JP Morgan, Goldman Sachs and other big banks are also said to have taken similar precautions by dividing up some of their teams and warning staff to prepare to work from home.

As inefficiency sets in and trading desks are affected, this type of message is truly a placebo, attempting to allay the concerns of cash takers as well as staff.

How can OTC derivatives companies with blue chip brokerage arrangements be confident that market execution will be timely in this volatile time, when many stakes are at stake and the banks have huge demands?

Meanwhile, market makers are doing extremely well. XTX Markets leads the pack, with HC Tech and Jump Trading just behind them, ahead of the single broker platforms of UBS, Goldman Sachs, Bank of America Merrill Lynch and BNP Paribas, all once invincible FX brokers that every taker of liquidity had to dip in order to maintain their OTC counterparty arrangement.

The trend among market makers repeated in the retail forex sector this month. B-book companies that take risks on their own trading desks (NOT specialty stores, proper companies that stick to correct prices, but execute on their own trading desk instead of sending orders to a bank) have made an absolute fortune.

The markets are volatile and trading activity is at a very high level during the period of global foreclosure, which means that many retail traders are taking high risks and incurring trading losses resulting in the content market wins. Brokers who manage their own risk management and operate a b-book model at appropriate pricing are currently making a fortune. The only thing they need to keep in mind is that if the current business activity is very high, but customers are losing, innovative methods of gaining new customers and encouraging them not to make rash decisions will be part of it. of the customer service mantra.

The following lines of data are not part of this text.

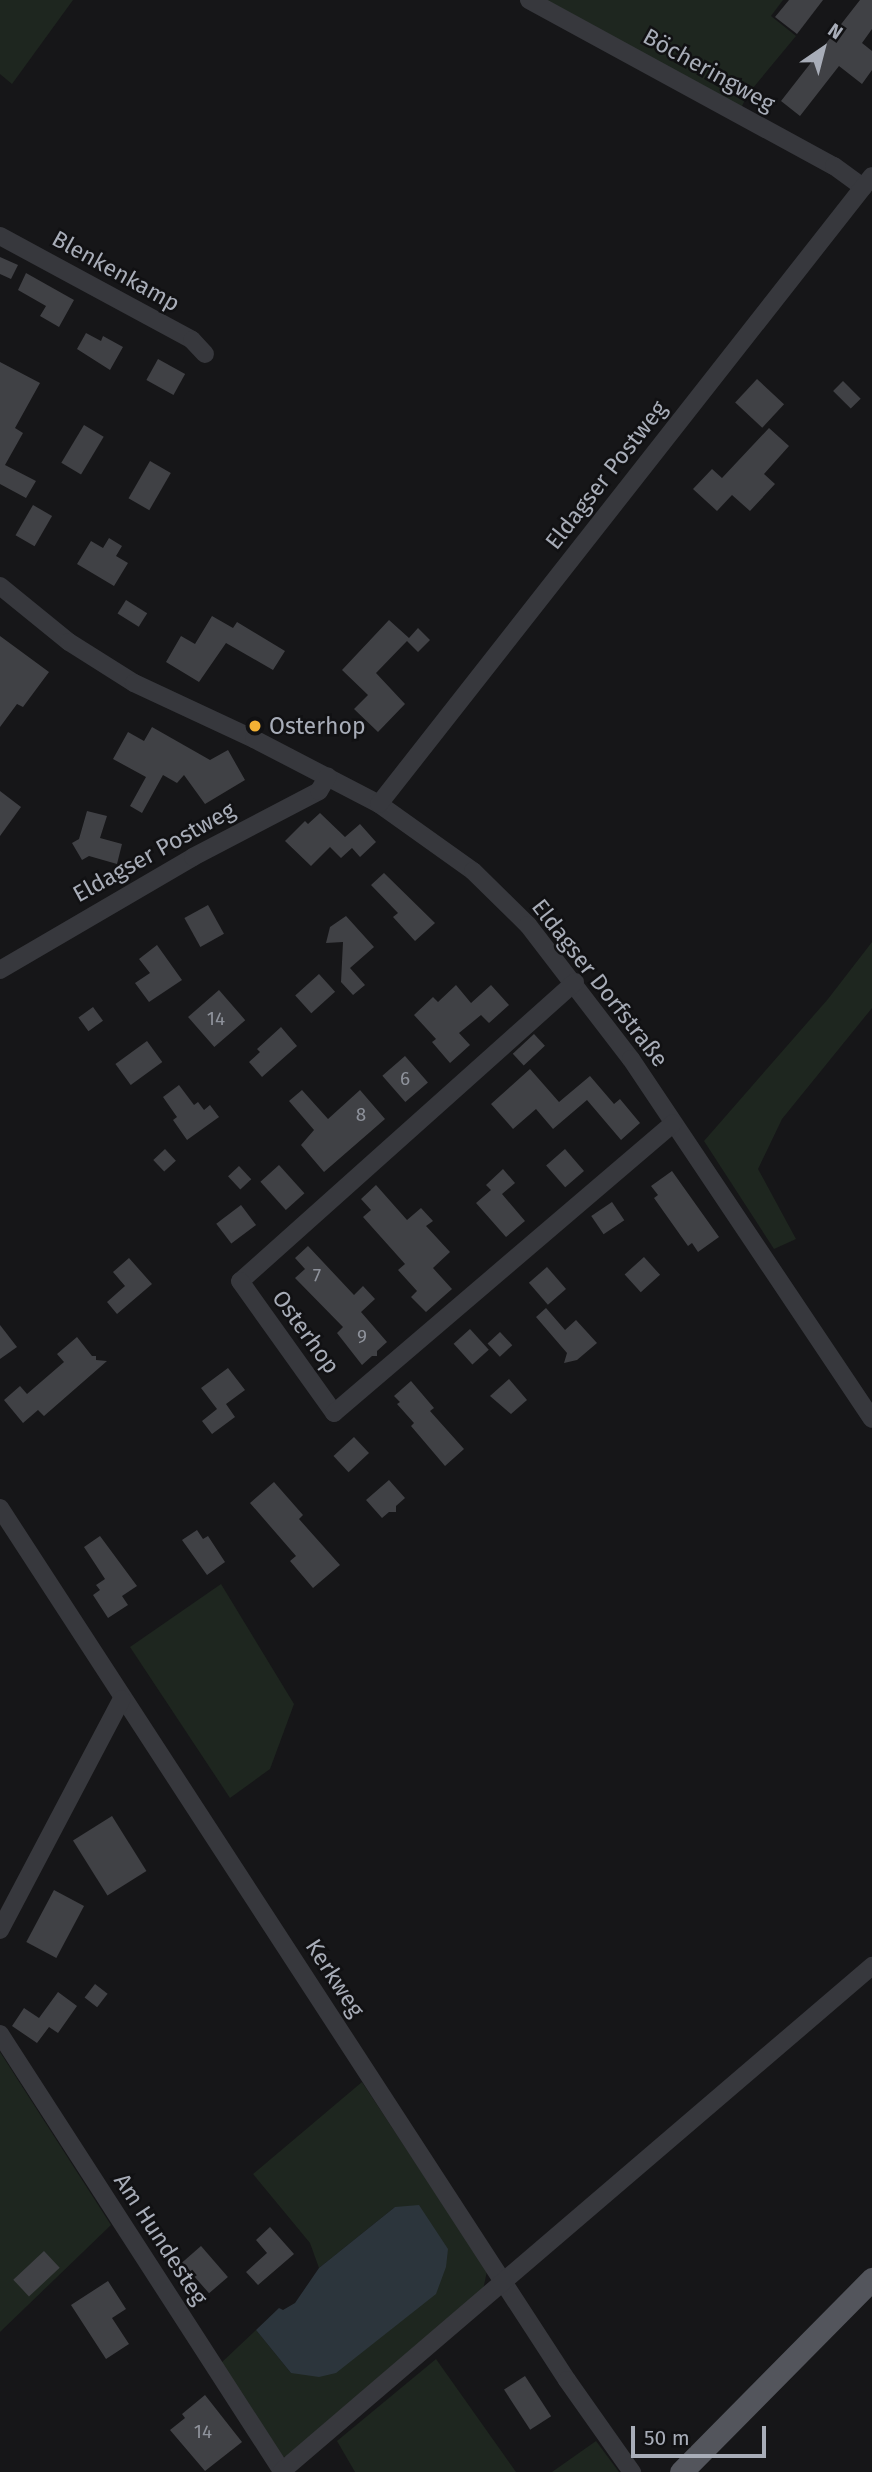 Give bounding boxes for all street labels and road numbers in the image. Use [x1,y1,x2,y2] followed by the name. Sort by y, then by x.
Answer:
[638,22,780,118] street label: Böcheringweg
[47,225,185,317] street label: Blenkenkamp
[539,395,673,555] street label: Eldagser Postweg
[68,796,240,908] street label: Eldagser Postweg
[526,894,674,1072] street label: Eldagser Dorfstraße
[266,1285,346,1379] street label: Osterhop
[300,1934,370,2022] street label: Kerkweg
[108,2168,214,2310] street label: Am Hundesteg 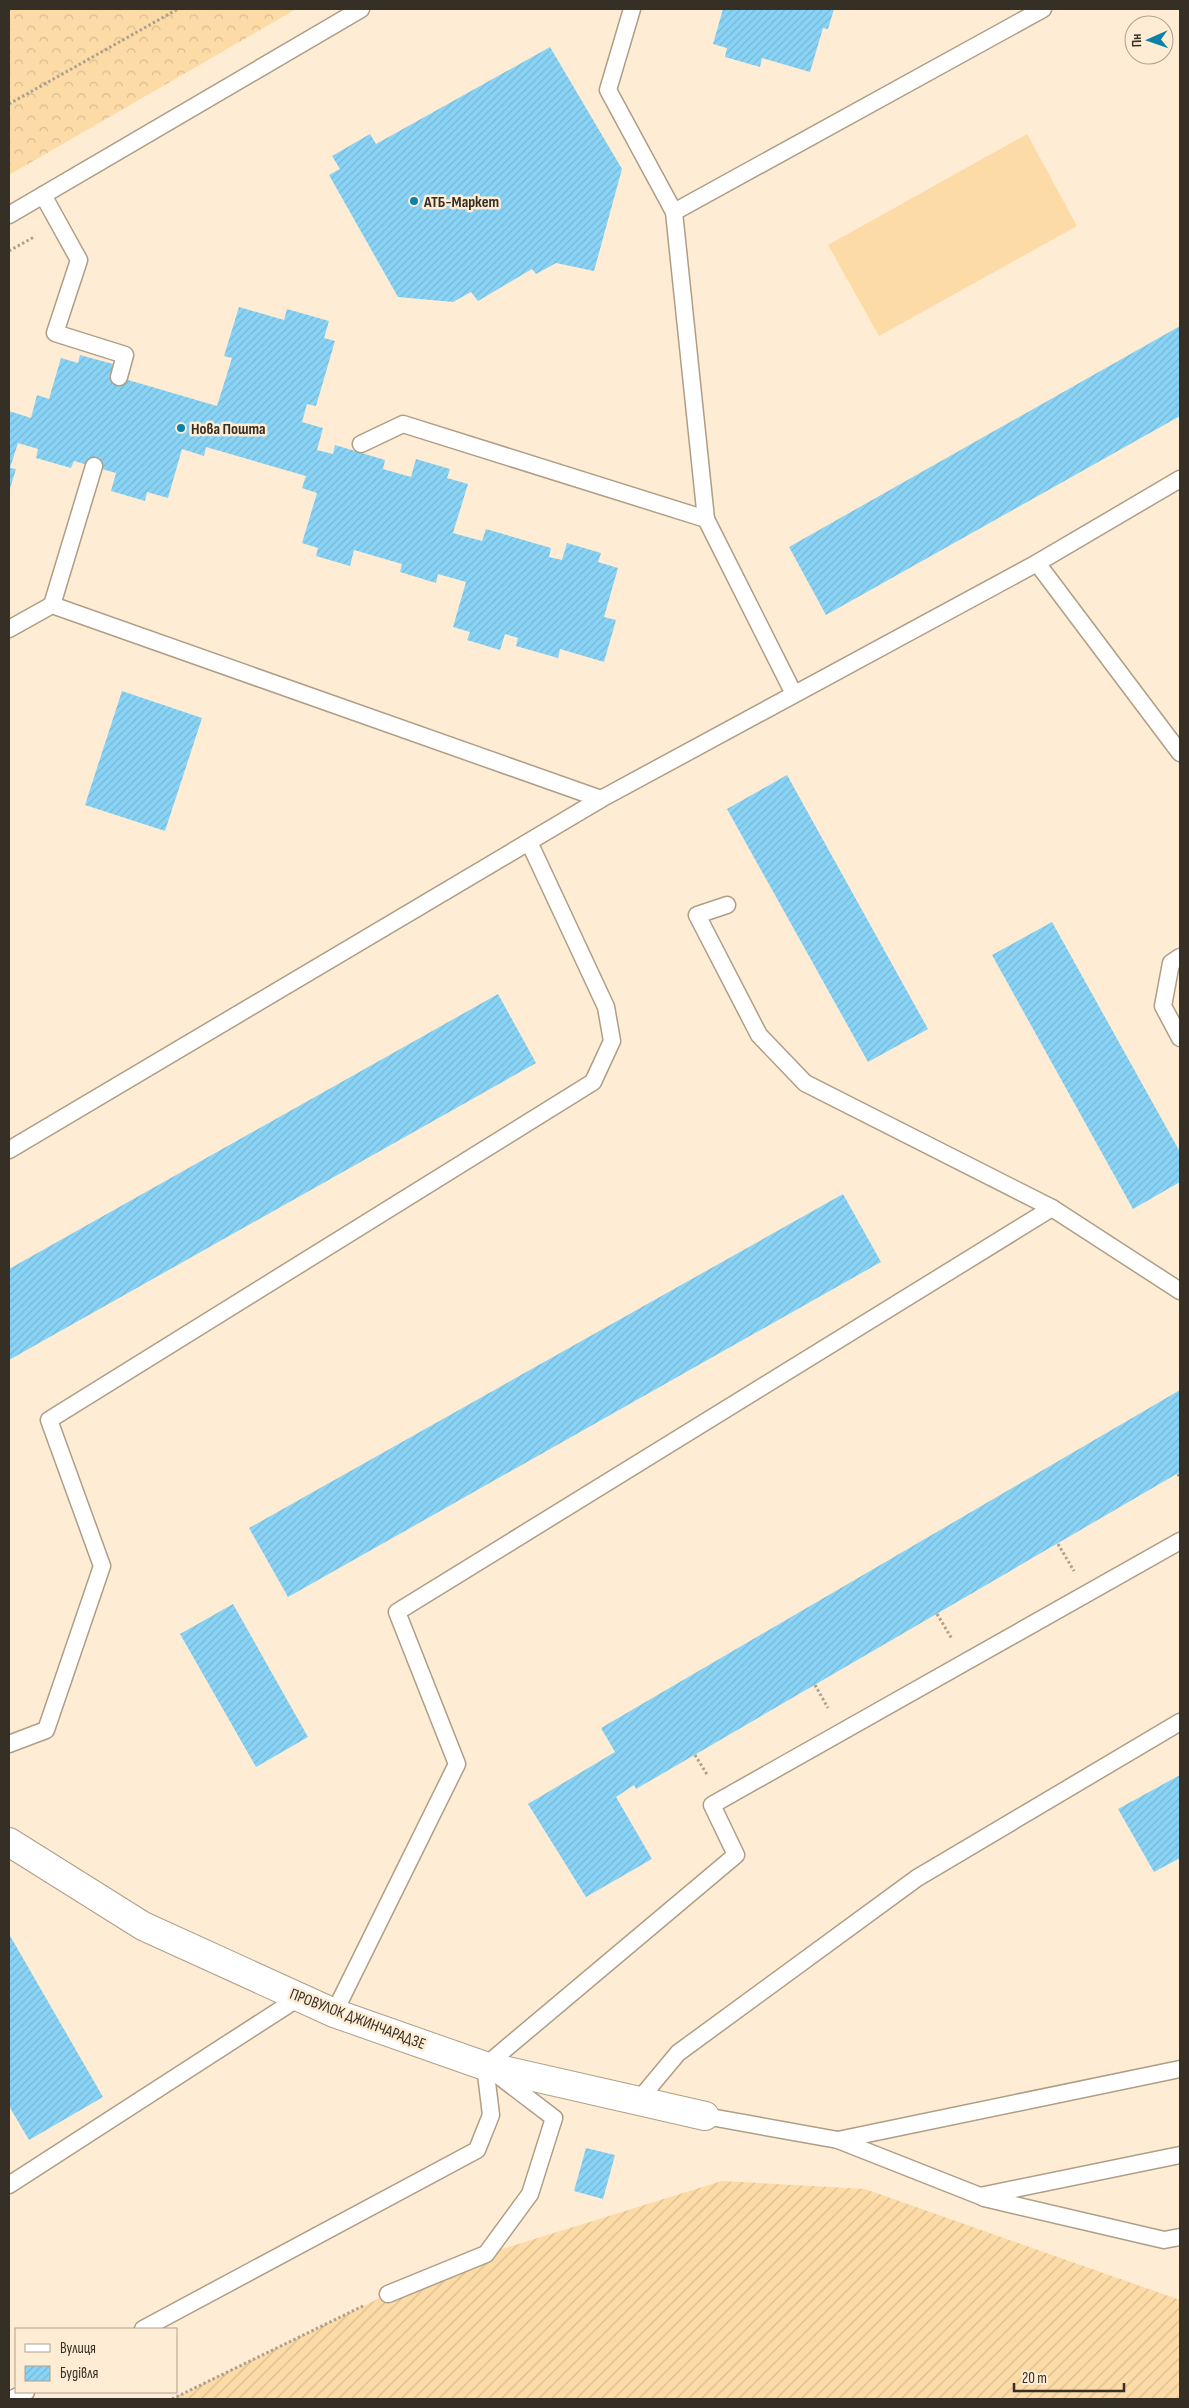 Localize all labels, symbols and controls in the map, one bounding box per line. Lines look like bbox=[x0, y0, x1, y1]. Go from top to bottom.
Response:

As I watch the tumbleweed blowing across Canada Square, we are definitely seeing a time when good quality market makers can step up and give traders what they want: good quality, fast execution without last look practices. , with low costs due to not needing to deposit $ 50 million into an escrow account to find out that the bank that requested it is in trouble and will reject transactions.

We are in a time in global markets where the e-commerce industry can get things done. The best leading brokers with their extremely comprehensive and highly sophisticated systems for connecting to live markets around the world, retail brokers with their own quality infrastructure and risk management systems, and specialists in market integration that offer high-tech risk and analysis systems.

Now is the time for us to stand out as industry leaders and replace failing banks for Tier 1 FX trading in a credible, fair, profitable and efficient manner – which is, after all. , what today’s traders want.